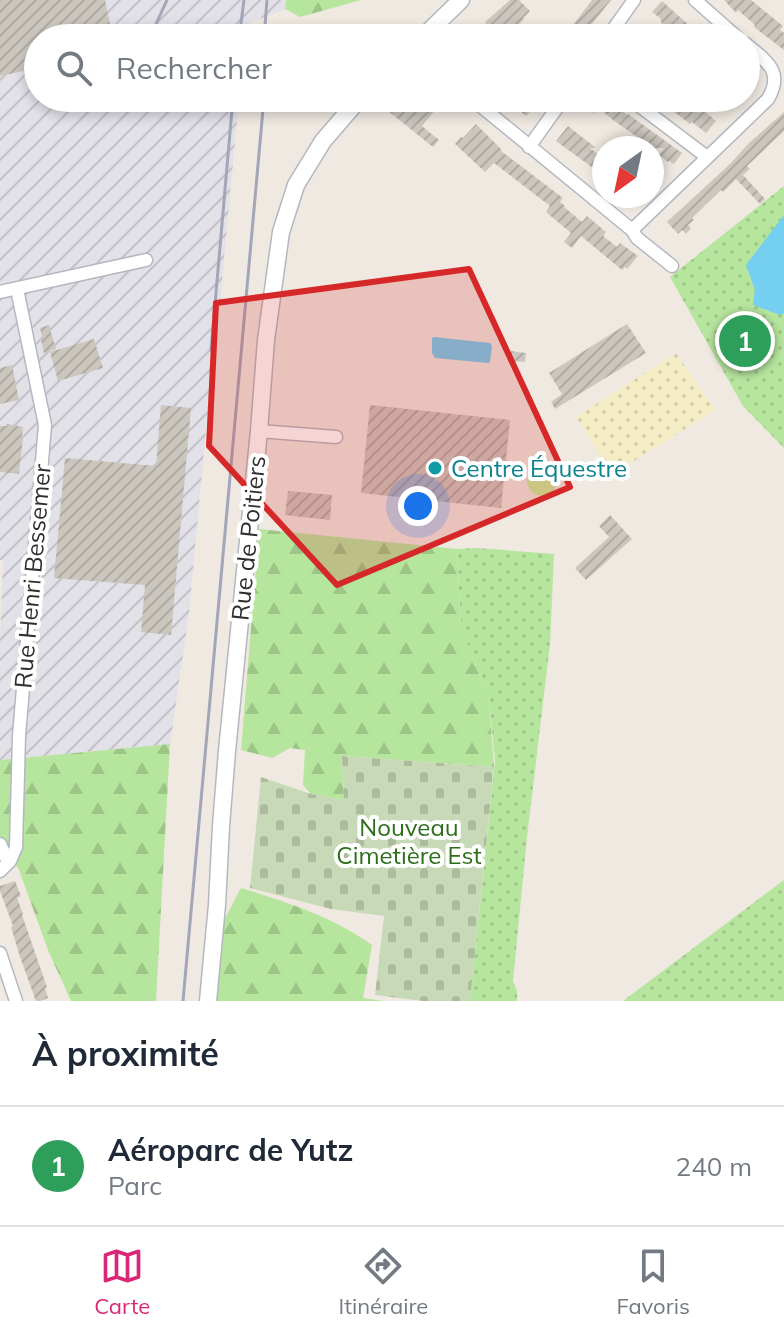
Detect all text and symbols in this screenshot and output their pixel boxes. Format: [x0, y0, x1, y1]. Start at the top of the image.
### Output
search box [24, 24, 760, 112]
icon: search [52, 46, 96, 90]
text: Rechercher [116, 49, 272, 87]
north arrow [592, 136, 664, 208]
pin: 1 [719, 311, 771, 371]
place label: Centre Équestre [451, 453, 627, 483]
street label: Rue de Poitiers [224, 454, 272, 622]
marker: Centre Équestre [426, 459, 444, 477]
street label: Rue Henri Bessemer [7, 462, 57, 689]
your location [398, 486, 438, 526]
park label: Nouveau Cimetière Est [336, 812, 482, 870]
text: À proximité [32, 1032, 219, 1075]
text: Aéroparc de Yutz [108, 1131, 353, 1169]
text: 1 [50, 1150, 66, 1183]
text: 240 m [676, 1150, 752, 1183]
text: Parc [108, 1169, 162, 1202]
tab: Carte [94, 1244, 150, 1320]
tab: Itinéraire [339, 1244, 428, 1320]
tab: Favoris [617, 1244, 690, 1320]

==

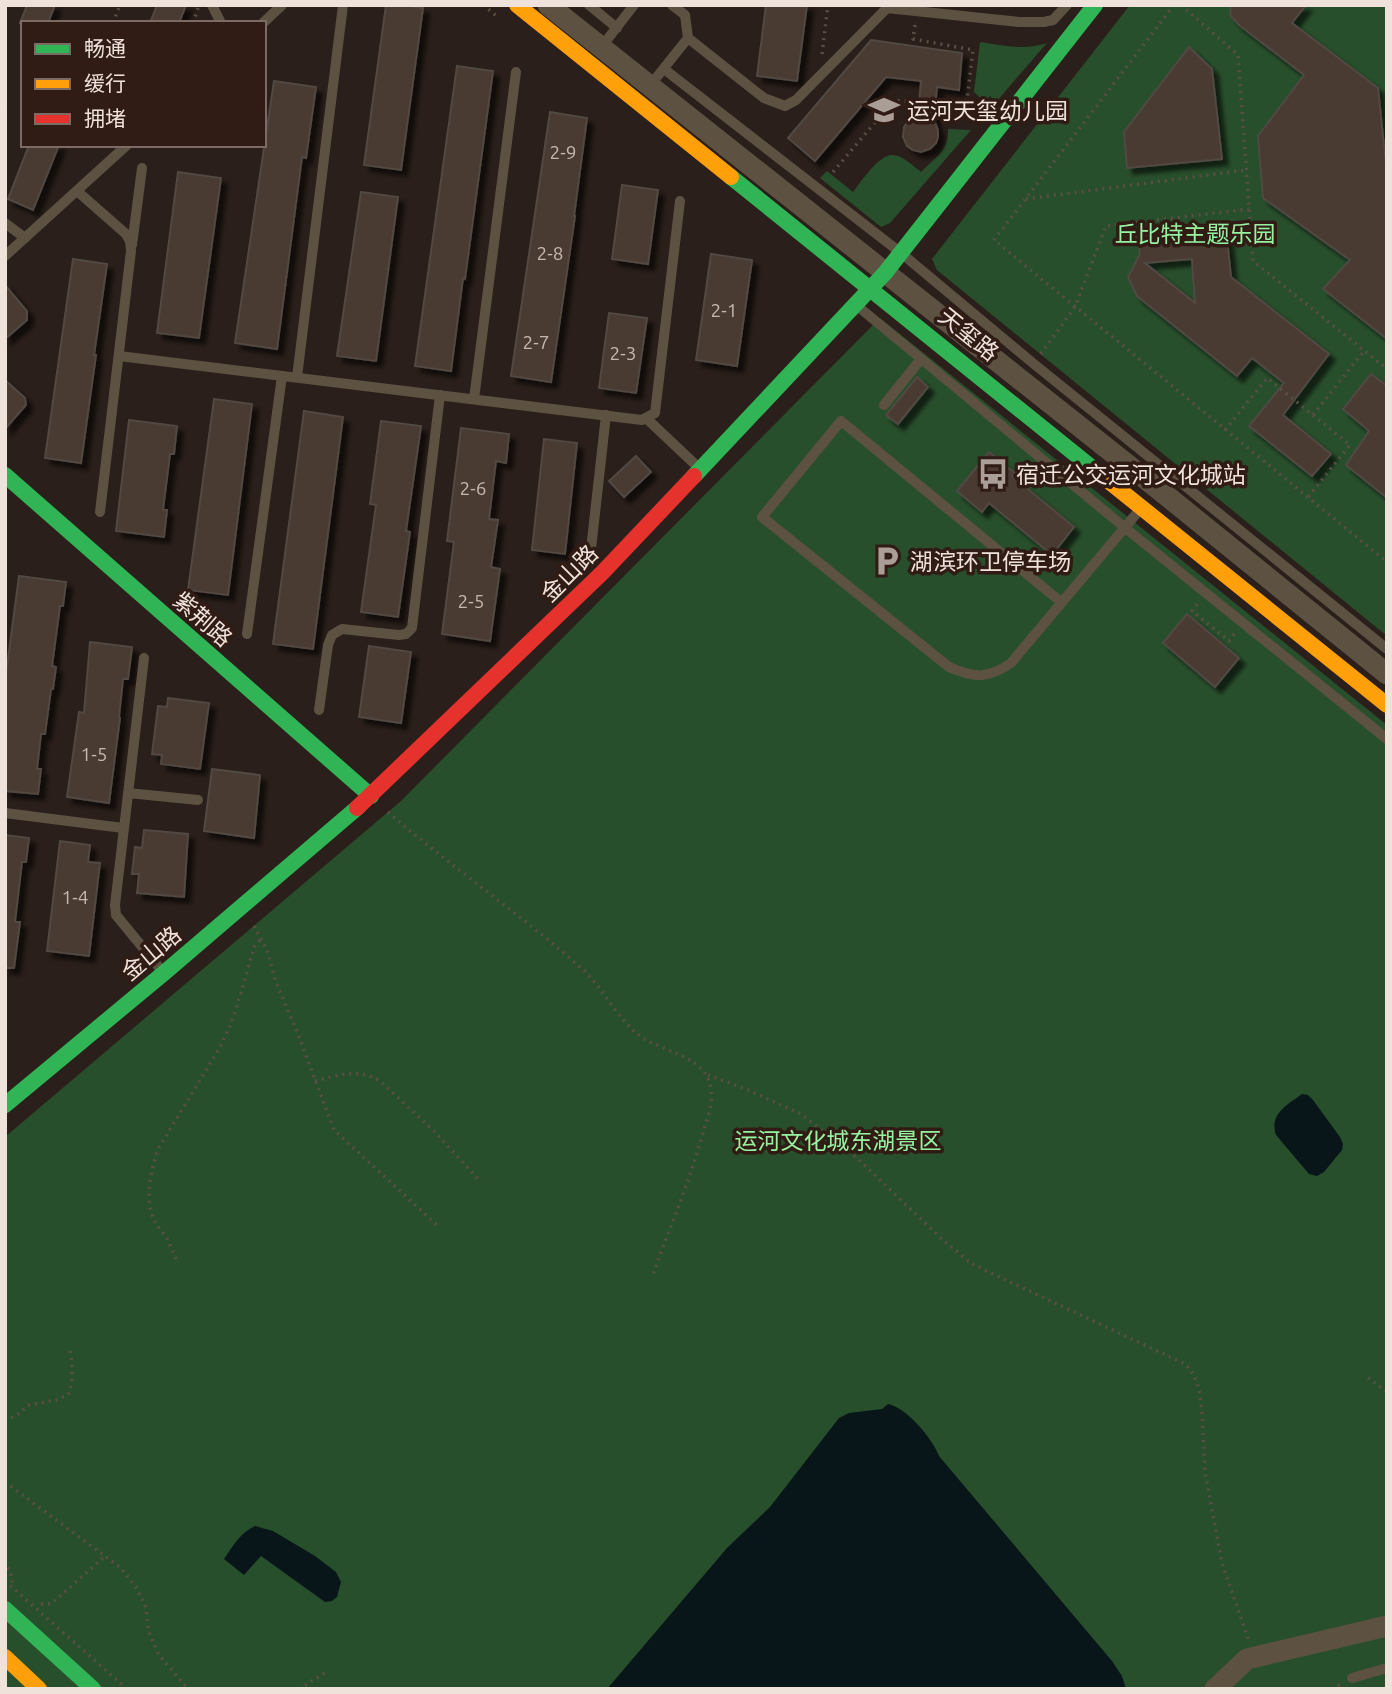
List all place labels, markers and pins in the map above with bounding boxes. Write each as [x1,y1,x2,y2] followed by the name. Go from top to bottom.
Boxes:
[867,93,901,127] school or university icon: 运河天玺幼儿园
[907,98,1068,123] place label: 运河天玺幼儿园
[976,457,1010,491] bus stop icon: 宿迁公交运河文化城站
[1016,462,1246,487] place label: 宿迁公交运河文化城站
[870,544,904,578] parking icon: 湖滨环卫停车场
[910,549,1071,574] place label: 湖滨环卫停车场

--

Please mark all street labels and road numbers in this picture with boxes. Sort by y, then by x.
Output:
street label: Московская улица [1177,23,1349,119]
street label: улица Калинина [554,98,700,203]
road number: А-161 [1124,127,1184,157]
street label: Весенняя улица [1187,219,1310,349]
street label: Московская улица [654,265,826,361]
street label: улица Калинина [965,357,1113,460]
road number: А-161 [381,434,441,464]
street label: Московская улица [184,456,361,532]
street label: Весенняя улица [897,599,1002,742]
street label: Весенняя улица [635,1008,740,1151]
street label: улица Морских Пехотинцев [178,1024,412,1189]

▸ **Exercise description**:
Scan the records above for lines with the word "this", then say how many there are, giving the number alone.

▸ **Reply to the task**:
2